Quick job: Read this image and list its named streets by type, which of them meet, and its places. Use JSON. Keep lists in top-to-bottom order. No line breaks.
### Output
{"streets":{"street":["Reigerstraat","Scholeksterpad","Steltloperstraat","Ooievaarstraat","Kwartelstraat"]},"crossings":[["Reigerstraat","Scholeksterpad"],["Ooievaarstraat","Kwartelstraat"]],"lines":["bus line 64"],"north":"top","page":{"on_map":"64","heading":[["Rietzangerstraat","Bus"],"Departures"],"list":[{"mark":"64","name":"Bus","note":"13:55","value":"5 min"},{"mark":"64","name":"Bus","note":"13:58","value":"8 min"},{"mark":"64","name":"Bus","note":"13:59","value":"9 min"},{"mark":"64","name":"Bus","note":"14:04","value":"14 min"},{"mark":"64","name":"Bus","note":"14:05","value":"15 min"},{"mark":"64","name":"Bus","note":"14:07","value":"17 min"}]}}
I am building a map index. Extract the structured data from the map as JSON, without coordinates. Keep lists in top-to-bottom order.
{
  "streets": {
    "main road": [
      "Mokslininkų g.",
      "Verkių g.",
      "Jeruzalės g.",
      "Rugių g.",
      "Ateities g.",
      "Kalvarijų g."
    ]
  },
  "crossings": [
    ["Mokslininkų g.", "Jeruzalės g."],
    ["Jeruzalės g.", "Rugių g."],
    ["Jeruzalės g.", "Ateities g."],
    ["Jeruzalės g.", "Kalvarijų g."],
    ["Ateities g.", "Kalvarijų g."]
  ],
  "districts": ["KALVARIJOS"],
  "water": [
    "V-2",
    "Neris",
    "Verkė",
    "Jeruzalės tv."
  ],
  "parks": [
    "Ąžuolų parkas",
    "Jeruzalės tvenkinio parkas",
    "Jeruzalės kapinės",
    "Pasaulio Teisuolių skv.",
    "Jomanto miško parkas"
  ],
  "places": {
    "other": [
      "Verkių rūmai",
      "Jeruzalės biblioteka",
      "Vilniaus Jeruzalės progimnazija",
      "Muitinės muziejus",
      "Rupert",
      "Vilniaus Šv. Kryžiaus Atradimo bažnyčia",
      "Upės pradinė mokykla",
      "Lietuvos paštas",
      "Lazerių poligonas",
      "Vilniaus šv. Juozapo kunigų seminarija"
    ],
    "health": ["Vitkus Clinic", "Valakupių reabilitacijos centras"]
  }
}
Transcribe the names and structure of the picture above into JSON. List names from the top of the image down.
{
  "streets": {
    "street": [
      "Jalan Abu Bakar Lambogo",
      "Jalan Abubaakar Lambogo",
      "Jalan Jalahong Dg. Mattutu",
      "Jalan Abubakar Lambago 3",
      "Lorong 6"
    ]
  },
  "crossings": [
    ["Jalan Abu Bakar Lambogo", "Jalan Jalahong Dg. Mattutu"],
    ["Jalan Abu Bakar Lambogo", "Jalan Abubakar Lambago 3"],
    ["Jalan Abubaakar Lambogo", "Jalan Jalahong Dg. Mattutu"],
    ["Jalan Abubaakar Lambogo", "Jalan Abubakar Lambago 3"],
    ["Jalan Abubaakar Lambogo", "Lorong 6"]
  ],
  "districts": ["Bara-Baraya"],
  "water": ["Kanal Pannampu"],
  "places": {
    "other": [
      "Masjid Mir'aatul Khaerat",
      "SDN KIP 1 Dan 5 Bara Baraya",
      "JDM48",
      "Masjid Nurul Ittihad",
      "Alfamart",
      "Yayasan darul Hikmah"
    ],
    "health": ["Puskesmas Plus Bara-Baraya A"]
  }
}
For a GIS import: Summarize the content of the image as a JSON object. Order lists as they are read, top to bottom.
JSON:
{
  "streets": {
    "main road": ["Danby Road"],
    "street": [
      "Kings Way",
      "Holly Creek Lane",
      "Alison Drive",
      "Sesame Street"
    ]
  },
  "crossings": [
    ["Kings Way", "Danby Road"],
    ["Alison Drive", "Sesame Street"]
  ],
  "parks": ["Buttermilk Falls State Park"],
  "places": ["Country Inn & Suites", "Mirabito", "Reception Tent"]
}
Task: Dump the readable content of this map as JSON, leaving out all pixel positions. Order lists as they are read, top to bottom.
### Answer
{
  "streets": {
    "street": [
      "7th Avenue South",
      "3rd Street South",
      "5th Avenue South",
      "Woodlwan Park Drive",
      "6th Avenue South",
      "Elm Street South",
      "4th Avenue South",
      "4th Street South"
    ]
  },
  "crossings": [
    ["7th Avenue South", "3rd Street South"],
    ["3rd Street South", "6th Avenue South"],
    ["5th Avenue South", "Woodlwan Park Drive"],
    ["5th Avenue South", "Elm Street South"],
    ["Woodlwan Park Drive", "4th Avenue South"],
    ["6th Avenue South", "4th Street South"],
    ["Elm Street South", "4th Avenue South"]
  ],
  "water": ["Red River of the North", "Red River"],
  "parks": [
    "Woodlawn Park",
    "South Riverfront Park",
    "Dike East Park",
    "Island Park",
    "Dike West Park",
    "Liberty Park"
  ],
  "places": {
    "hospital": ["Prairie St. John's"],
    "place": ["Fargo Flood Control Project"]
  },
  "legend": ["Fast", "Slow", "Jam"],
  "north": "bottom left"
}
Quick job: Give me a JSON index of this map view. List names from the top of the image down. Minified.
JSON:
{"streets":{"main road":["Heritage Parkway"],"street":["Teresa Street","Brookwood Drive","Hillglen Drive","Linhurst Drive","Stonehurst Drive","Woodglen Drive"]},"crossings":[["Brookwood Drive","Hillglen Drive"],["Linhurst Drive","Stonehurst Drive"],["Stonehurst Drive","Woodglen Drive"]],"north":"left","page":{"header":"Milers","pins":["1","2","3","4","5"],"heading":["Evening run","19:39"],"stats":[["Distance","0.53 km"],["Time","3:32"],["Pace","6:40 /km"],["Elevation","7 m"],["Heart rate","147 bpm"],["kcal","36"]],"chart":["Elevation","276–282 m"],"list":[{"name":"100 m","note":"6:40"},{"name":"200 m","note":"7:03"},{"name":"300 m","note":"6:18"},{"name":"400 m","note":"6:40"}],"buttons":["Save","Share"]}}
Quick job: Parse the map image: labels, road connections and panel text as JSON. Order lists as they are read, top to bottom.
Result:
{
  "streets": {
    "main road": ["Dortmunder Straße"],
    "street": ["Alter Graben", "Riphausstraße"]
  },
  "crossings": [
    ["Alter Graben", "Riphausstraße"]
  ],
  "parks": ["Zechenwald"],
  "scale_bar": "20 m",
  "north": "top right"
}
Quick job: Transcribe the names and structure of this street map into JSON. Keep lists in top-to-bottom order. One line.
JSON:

__Exercise__. Scan the material and collect every line that contains "content".

__Task output__.
For a GIS import: Summarize the content of the image as a JSON object. Order lists as they are read, top to bottom.
Task: Dump the readable content of this map as JSON, leaving out all pixel positions. Order lists as they are read, top to bottom.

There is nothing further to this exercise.